Simplifier Functionality
As the shape hasher steps into each layer of a JSON list passed in, it provides a hash for each portion of an object, whether nested or not. These hashes are then passed into a hashset to provide all the hash values of each unique hash (and shape) in the JSON file passed in. This will return the unique hashes for each distinct shape and will also notify you of how many unique shapes exist.
[
[
{"id": "1"},
{"id": "2"}
],
[
{"id": "3"}
]
]
Can you guess how many shapes would be returned in this file? While it might have been tempting to say two, the correct answer is one! This is because of how the hashset works in each layer. While yes, these shapes are definitely different in size, the data types of each one are the exact same.

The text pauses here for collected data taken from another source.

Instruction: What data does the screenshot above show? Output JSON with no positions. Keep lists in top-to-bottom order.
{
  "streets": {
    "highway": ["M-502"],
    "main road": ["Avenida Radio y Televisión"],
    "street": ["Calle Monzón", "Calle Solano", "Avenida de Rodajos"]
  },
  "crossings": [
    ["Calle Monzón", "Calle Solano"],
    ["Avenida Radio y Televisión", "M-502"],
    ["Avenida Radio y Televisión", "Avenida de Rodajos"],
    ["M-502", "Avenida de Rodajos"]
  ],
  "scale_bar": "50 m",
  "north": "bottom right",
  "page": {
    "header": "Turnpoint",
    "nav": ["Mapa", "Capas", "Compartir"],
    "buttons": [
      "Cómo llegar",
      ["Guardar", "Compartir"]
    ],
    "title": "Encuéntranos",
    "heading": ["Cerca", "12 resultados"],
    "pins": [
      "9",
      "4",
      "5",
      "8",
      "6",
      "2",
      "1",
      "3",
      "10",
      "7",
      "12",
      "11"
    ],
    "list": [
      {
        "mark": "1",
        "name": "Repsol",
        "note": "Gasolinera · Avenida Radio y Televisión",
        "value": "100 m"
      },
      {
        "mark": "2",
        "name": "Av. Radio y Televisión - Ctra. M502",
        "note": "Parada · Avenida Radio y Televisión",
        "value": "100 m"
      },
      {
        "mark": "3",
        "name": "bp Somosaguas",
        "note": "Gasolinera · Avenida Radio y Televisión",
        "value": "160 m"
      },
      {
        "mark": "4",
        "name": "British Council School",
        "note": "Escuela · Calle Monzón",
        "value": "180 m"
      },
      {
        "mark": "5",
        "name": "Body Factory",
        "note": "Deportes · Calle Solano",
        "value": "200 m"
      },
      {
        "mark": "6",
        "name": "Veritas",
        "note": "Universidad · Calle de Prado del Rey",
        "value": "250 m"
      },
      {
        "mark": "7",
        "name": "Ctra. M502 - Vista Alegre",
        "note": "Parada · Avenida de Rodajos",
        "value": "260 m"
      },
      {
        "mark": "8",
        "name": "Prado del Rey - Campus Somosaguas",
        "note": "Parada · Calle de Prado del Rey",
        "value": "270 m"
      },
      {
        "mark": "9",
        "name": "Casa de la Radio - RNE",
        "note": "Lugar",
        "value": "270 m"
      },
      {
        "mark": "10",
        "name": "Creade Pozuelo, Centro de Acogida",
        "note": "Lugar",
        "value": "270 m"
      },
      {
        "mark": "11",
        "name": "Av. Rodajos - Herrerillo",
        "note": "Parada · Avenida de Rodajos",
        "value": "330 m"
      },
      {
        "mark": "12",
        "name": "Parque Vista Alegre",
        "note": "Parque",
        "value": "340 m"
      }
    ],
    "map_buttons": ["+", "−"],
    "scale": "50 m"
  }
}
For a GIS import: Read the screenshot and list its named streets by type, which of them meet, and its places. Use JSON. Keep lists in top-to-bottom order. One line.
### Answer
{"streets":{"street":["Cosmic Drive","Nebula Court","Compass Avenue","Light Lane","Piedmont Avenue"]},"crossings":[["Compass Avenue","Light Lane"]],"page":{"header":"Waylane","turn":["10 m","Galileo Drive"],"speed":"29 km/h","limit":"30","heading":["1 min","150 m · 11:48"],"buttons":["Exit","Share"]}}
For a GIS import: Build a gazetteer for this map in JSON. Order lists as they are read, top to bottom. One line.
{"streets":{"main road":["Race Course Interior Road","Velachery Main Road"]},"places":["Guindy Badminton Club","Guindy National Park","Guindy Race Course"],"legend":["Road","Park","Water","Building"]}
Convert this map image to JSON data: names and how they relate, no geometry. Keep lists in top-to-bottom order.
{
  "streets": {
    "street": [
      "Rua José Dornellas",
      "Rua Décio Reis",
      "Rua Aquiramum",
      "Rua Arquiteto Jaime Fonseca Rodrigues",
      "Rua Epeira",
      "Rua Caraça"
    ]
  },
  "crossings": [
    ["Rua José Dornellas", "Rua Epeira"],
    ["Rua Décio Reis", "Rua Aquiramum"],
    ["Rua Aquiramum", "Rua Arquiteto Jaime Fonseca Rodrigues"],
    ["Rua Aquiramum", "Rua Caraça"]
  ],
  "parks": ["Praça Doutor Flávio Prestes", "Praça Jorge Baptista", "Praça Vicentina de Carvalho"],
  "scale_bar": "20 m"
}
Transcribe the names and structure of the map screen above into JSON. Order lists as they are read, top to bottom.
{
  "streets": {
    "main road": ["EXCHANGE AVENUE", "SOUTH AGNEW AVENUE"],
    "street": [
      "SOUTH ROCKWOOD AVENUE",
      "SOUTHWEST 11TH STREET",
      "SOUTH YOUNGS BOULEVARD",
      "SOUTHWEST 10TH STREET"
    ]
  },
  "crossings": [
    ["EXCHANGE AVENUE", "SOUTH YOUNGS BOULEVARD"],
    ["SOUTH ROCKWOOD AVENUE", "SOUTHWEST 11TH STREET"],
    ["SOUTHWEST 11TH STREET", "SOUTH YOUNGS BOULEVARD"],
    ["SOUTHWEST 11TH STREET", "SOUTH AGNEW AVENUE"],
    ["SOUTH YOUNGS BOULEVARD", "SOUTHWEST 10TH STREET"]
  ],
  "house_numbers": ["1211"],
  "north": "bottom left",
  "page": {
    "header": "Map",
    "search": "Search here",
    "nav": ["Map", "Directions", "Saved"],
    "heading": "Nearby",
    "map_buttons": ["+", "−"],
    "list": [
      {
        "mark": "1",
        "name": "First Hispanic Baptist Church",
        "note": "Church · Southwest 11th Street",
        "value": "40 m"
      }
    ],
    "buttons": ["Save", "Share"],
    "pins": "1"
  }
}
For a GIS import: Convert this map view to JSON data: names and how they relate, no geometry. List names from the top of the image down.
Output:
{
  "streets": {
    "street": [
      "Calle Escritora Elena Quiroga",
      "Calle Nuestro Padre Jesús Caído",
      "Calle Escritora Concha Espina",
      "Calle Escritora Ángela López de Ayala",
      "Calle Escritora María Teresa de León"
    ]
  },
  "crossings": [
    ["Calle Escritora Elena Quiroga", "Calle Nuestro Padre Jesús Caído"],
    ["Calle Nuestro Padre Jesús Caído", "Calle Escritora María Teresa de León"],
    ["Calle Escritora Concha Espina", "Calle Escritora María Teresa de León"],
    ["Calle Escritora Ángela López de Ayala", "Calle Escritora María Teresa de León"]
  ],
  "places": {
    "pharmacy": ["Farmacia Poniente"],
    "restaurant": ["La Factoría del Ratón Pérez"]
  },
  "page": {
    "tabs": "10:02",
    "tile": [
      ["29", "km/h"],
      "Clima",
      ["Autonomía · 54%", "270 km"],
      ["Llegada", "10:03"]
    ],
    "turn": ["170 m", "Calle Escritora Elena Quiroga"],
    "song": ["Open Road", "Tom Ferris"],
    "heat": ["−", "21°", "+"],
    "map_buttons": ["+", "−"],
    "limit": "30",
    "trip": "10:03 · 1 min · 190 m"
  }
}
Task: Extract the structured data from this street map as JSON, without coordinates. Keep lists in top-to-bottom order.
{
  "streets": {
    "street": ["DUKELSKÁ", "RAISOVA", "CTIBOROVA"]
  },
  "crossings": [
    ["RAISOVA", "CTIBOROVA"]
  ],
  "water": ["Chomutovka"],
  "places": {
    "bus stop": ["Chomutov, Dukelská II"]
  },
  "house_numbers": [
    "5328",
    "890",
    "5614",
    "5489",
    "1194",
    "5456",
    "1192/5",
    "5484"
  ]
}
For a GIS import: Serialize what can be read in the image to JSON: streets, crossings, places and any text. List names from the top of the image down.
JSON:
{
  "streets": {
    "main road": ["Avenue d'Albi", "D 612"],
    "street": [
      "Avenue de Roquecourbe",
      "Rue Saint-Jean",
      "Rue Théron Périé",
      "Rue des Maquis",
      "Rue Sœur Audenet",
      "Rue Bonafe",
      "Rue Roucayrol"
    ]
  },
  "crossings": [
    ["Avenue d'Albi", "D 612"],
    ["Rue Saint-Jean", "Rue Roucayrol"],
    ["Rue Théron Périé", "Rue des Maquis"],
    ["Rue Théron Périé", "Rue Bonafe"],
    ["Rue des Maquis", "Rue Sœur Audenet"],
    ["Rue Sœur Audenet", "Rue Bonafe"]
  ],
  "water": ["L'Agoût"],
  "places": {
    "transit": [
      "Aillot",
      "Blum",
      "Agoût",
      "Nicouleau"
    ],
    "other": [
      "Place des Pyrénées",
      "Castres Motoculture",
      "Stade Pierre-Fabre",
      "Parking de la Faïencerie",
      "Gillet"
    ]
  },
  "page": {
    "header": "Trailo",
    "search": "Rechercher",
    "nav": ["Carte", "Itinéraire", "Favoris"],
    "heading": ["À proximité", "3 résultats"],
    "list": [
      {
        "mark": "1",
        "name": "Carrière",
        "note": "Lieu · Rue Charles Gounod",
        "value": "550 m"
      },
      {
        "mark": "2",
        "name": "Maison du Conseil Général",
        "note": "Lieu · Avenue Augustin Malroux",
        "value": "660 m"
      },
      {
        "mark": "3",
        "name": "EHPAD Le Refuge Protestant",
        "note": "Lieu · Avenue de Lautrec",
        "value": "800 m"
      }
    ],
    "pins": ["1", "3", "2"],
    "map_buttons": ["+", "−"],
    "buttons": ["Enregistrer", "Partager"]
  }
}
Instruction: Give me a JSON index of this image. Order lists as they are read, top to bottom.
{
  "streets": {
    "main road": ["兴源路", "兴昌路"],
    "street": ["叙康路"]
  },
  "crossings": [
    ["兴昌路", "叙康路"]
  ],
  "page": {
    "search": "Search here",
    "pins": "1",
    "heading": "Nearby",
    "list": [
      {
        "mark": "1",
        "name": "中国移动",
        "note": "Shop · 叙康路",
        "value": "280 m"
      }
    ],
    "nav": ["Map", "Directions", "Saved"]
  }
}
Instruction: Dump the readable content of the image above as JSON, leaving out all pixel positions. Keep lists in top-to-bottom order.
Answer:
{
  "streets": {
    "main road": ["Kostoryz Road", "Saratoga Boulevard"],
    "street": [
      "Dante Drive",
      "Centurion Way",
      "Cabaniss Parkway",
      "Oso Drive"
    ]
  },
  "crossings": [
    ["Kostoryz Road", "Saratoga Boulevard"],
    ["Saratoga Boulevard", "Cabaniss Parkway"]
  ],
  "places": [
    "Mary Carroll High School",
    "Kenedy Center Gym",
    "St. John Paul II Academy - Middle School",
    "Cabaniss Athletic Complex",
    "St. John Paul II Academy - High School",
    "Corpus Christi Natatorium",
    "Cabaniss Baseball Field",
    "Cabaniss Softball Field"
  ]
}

Nested, Mismatched and Empty Arrays
In our previous shape hasher, empty arrays and objects would sometimes cause different shapes to be matched as the same, making one or more of the shapes unmappable. This new hasher now ensures the empty arrays or objects are recognized and do not cause unique shapes to go unmapped.
[
{
"ManufacturingProcess": {
"keys": {
"id": "ab9c492-b3f0-412b-ae68-c6dc2e21127d",
"name": "Test process",
"description": "an example"
},
"children": {
"ArrayOne": [],
"ArrayTwo": [{"id": "123"}, {"id": "456"}]
}
}
},
{
"ManufacturingProcess": {
"keys": {
"id": "ab9c492-b3f0-412b-ae68-c6dc2e21127d",
"name": "Test process",
"description": "an example"
},
"children": {
"ArrayOne": [{"id": "123"}, {"id": "456"}],
"ArrayTwo": []
}
}
}
]
In the example above, can you guess how many unique shapes the new hasher would return? The correct answer is two. The old hasher would have ignored the empty nested arrays, either “ArrayOne” or “ArrayTwo”, and mapped both instances of “ManufacturingProcess” as the same shape. Within this new hasher, the function notifies the hasher there is an empty array or object, ensuring that these two distinct shapes are both mappable and recognized.
Once a shape hash is created, DeepLynx will look for a type mapping record with the matching shape hash and if none exist a new one will be created. Then, from the corresponding record, the according transformations are performed on the data.